ParamsParser and request body streams

160 views
Skip to first unread message

brianmario

unread,
May 15, 2009, 2:31:49 PM5/15/09
to Ruby on Rails: Core
Hey everyone,
I was wondering what the possability was of changing these lines:

body = request.raw_post
Hash.from_xml(body)
or
data = ActiveSupport::JSON.decode(body)

to instead be handed the env['rack.input'] IO itself?

Being as though both calls (from_xml and decode) are handled by rails
elsewhere, we could move the responsibility of parsing of the request
body IO to the swappable XML/JSON backends.

I'm asking because I'm looking to integrate yajl-ruby as one of the
JSON backends for ActiveSupport in Rails 3. It's capable of parsing
JSON right off the IO as a stream, and this change would allow it to
perform it's best (and keep memory usage very low for large request
bodies).

As for doing it for the XML backends as well, it opens up the
possibility of doing the type of stream parsing for XML.

Comments?

Michael Koziarski

unread,
May 15, 2009, 7:34:34 PM5/15/09
to rubyonra...@googlegroups.com
> Comments?

This sounds like a great idea to me, without much in the way of downsides.

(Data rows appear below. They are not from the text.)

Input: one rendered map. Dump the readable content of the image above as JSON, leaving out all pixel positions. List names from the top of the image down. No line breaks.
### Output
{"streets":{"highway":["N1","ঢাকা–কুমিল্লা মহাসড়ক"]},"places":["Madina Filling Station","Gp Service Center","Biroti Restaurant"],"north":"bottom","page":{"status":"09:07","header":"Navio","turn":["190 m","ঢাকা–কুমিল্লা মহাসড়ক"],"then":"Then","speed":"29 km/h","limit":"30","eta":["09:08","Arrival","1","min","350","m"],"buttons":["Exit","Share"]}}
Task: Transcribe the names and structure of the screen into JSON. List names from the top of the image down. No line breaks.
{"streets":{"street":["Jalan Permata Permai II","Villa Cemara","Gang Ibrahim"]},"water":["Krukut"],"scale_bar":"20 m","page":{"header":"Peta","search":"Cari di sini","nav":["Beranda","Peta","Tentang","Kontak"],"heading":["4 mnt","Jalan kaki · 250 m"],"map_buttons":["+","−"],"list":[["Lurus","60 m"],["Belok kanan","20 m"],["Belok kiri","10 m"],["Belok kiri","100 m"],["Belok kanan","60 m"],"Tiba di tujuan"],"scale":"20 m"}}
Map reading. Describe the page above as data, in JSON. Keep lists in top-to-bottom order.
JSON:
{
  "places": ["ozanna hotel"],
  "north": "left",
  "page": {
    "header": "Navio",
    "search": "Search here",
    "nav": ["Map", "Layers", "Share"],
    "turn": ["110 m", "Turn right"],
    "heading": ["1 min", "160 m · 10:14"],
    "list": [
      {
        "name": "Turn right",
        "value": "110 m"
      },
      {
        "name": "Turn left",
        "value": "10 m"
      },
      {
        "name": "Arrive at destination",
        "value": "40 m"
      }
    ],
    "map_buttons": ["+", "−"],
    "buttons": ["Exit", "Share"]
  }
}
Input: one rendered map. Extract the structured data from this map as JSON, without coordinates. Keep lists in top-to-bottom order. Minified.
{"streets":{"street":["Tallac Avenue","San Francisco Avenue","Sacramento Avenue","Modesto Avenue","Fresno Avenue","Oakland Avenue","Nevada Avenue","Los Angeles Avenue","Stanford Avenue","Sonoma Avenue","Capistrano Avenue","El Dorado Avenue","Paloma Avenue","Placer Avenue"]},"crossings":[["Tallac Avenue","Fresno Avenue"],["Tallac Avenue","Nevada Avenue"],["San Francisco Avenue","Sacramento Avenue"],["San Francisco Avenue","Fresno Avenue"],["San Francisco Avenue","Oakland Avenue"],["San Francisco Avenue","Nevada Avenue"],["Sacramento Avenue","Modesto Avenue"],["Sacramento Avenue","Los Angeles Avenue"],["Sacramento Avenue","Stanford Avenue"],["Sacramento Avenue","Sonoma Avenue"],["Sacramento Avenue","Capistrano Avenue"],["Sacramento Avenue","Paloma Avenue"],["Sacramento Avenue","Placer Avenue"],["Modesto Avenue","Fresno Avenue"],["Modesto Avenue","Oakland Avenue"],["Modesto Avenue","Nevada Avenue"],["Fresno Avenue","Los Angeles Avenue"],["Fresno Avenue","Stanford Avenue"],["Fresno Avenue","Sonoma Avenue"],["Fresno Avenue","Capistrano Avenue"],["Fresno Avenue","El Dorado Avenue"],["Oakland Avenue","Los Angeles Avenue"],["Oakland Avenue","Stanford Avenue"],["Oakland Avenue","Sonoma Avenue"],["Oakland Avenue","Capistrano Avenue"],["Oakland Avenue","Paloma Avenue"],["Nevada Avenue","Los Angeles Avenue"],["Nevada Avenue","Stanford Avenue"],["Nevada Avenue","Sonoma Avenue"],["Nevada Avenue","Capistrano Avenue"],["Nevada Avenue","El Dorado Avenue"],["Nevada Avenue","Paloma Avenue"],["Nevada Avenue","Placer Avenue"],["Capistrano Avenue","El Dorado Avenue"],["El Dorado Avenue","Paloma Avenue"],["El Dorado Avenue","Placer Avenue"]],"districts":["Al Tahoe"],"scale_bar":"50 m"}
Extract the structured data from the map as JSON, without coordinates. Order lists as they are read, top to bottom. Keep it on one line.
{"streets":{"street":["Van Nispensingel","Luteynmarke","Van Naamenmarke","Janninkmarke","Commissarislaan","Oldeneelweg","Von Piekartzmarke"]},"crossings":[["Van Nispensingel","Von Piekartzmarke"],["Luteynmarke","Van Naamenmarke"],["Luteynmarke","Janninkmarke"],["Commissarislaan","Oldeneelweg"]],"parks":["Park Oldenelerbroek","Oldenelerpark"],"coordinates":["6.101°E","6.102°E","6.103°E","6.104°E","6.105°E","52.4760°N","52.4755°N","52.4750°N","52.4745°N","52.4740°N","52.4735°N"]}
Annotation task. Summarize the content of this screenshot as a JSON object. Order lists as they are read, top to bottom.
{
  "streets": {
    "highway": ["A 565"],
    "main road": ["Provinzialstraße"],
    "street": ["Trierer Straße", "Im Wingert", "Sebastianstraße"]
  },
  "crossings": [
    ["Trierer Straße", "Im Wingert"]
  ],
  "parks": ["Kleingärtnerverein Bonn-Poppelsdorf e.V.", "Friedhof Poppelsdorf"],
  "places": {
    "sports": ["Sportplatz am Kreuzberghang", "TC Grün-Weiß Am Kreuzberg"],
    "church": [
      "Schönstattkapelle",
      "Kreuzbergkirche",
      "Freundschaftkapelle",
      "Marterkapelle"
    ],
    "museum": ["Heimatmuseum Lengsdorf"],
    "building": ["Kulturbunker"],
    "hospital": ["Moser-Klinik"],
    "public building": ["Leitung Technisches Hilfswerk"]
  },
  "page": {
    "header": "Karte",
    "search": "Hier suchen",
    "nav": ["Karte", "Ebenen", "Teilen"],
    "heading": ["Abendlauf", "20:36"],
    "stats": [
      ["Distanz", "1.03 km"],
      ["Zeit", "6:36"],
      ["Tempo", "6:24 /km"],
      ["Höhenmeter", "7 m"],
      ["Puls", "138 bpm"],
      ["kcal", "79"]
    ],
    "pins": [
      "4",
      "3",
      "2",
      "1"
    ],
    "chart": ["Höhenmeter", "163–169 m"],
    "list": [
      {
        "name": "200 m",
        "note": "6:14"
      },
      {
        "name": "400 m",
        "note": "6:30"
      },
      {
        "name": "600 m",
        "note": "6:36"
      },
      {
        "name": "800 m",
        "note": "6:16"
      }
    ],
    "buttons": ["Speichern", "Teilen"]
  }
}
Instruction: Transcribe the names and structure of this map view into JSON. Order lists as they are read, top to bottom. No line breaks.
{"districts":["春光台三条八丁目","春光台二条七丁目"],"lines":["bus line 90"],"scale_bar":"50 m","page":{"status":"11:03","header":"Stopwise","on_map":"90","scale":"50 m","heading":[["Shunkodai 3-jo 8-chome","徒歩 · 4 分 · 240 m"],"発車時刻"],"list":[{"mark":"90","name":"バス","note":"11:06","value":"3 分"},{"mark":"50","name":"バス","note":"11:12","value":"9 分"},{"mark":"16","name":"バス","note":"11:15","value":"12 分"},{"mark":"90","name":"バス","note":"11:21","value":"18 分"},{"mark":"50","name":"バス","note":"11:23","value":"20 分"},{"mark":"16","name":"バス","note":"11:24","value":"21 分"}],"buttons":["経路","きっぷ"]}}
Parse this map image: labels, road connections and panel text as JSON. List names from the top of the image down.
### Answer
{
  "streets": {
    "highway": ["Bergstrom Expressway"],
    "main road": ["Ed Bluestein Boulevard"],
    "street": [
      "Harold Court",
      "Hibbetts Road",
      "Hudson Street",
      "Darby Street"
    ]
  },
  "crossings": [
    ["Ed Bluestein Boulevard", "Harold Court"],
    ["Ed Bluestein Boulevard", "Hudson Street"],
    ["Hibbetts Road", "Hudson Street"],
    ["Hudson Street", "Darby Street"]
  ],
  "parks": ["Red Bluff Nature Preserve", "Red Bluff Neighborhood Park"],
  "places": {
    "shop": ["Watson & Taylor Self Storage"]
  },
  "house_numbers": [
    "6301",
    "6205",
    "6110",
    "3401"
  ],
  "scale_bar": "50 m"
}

So give it a go and see what breaks.


--
Cheers

Koz

Joshua Peek

unread,
May 15, 2009, 7:53:38 PM5/15/09
to rubyonra...@googlegroups.com
Check out how the current ParamsParser middleware works.

You can use whatever parser to extract the request params in your
middleware and Rails will be fooled into using that instead.

--
Joshua Peek

brianmario

unread,
May 15, 2009, 7:59:30 PM5/15/09
to Ruby on Rails: Core
The problem is that the ParamsParser reads the entire body into a
string (from what I can tell by the line "body = request.raw_post")
before handing it to the parsing backend. My suggestion is that it
hand the IO object (env['rack.input'] I assume?) to the parser
instead. This way the parser can either read the entire string, then
parse - OR if it supports parsing as a stream, start doing so directly
off the IO.

Joshua Peek

unread,
May 16, 2009, 1:37:02 AM5/16/09
to rubyonra...@googlegroups.com
On Fri, May 15, 2009 at 6:59 PM, brianmario <senio...@gmail.com> wrote:
>
> The problem is that the ParamsParser reads the entire body into a
> string (from what I can tell by the line "body = request.raw_post")
> before handing it to the parsing backend. My suggestion is that it
> hand the IO object (env['rack.input'] I assume?) to the parser
> instead. This way the parser can either read the entire string, then
> parse - OR if it supports parsing as a stream, start doing so directly
> off the IO.

Ah, sure. I was thinking about something different.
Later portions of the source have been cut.